Action item.
Find the string "speed" in the material. Copy every line that has it.

- - - -

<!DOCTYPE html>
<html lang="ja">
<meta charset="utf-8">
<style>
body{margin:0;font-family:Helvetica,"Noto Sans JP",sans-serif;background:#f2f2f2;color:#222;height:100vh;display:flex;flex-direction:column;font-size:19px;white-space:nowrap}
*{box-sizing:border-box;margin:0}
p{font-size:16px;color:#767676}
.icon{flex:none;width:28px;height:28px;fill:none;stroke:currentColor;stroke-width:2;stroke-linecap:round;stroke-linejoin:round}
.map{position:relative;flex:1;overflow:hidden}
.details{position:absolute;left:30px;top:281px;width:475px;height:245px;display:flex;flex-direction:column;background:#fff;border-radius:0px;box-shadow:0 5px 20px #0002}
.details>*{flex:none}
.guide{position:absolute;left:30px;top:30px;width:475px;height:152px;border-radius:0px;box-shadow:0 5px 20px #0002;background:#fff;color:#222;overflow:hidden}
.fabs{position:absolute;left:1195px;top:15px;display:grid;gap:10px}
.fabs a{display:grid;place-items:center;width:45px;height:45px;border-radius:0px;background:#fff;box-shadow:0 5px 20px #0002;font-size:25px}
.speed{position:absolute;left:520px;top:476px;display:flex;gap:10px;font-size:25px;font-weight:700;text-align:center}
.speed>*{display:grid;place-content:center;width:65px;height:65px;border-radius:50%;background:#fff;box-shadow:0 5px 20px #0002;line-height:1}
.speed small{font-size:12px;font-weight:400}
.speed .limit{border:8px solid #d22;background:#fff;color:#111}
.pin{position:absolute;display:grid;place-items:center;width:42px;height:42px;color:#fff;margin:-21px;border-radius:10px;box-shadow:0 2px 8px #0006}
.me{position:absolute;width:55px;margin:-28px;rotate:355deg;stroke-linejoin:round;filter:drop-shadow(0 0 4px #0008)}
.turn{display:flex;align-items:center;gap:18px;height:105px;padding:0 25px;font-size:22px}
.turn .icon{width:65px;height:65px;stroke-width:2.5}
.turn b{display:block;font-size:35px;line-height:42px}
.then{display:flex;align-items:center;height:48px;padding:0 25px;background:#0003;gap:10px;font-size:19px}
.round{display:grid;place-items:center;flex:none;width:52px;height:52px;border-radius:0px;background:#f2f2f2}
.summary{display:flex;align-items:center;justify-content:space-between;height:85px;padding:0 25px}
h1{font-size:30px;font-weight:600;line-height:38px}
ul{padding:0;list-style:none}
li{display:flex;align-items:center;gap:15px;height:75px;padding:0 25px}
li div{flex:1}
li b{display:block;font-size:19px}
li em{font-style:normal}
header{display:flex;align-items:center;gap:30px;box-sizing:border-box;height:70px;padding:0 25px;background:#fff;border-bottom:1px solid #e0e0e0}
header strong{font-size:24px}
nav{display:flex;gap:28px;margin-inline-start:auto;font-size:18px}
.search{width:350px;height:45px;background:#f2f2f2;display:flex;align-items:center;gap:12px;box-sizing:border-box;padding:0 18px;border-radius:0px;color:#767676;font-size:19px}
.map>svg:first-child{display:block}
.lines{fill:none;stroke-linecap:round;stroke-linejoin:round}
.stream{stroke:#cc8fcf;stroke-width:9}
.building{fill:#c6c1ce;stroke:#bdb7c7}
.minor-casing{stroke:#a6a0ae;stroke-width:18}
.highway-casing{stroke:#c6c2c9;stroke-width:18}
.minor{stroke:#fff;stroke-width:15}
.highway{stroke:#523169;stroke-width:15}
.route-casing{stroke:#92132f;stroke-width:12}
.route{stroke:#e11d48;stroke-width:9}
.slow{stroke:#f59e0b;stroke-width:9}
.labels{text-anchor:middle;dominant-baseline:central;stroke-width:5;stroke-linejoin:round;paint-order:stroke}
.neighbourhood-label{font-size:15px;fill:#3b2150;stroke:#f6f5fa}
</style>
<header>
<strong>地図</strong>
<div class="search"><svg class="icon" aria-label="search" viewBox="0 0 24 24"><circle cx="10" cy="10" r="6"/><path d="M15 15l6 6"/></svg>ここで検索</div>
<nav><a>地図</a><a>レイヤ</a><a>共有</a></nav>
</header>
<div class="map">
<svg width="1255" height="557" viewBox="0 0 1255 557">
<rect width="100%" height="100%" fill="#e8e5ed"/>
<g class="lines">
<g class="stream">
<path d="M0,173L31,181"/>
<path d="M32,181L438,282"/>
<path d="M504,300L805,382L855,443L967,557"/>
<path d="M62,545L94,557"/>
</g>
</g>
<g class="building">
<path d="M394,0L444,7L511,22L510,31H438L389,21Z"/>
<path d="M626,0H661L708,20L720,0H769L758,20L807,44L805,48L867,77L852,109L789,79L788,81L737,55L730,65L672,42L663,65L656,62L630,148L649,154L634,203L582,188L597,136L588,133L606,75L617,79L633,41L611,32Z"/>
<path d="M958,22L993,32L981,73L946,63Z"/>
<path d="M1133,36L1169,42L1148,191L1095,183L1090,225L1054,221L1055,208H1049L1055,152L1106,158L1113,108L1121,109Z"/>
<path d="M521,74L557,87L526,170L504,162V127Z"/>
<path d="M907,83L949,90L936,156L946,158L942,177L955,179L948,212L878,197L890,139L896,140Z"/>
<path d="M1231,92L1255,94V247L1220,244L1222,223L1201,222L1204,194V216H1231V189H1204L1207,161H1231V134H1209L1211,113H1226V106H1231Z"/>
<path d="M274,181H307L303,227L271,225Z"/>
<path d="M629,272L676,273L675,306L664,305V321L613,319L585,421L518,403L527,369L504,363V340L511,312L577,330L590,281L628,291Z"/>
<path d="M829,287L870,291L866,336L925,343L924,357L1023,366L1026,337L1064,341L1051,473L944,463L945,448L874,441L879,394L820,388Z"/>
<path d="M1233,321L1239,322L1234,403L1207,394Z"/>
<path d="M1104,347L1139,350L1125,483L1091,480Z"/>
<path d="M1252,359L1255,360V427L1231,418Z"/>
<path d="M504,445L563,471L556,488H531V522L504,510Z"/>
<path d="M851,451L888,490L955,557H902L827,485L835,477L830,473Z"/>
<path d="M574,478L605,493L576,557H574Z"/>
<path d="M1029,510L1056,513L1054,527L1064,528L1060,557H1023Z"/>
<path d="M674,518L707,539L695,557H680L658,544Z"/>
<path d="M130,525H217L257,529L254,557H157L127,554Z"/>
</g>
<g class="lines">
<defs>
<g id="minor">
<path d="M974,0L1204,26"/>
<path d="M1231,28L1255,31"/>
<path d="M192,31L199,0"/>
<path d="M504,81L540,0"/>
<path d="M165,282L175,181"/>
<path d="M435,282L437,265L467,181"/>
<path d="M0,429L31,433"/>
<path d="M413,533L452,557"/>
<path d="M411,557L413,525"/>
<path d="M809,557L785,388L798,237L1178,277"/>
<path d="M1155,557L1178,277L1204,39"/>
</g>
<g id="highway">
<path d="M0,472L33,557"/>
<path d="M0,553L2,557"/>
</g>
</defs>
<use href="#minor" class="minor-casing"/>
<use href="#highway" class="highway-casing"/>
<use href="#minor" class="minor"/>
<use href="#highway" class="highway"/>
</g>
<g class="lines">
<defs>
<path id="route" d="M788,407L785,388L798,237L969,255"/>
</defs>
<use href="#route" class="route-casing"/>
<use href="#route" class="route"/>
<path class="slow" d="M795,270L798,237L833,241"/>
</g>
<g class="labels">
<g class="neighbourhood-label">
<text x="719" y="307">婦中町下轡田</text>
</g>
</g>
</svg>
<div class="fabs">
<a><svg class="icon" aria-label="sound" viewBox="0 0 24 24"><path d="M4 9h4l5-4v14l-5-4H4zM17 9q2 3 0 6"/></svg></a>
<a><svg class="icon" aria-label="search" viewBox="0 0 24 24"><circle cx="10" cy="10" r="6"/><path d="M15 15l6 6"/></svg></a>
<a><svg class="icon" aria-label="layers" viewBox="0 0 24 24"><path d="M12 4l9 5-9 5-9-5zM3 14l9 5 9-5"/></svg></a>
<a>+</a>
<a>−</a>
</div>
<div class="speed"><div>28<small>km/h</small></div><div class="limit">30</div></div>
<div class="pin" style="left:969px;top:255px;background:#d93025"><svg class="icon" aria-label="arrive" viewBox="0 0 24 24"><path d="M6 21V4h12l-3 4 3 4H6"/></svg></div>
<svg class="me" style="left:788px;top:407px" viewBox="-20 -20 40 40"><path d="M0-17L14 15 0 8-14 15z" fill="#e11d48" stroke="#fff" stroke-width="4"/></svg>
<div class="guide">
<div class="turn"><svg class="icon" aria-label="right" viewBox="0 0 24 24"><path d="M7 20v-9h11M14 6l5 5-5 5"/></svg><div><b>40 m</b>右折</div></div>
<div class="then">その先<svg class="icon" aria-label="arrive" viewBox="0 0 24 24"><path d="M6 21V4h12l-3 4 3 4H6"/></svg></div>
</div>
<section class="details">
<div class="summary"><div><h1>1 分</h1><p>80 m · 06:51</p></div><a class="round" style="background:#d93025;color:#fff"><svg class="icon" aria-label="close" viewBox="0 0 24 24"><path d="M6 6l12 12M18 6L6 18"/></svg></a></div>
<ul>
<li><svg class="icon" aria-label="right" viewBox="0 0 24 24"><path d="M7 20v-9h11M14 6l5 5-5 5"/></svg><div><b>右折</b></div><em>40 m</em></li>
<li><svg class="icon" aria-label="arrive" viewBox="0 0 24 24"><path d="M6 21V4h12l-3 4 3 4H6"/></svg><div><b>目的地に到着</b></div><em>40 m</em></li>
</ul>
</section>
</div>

- - - -

Output for this task.
.speed{position:absolute;left:520px;top:476px;display:flex;gap:10px;font-size:25px;font-weight:700;text-align:center}
.speed>*{display:grid;place-content:center;width:65px;height:65px;border-radius:50%;background:#fff;box-shadow:0 5px 20px #0002;line-height:1}
.speed small{font-size:12px;font-weight:400}
.speed .limit{border:8px solid #d22;background:#fff;color:#111}
<div class="speed"><div>28<small>km/h</small></div><div class="limit">30</div></div>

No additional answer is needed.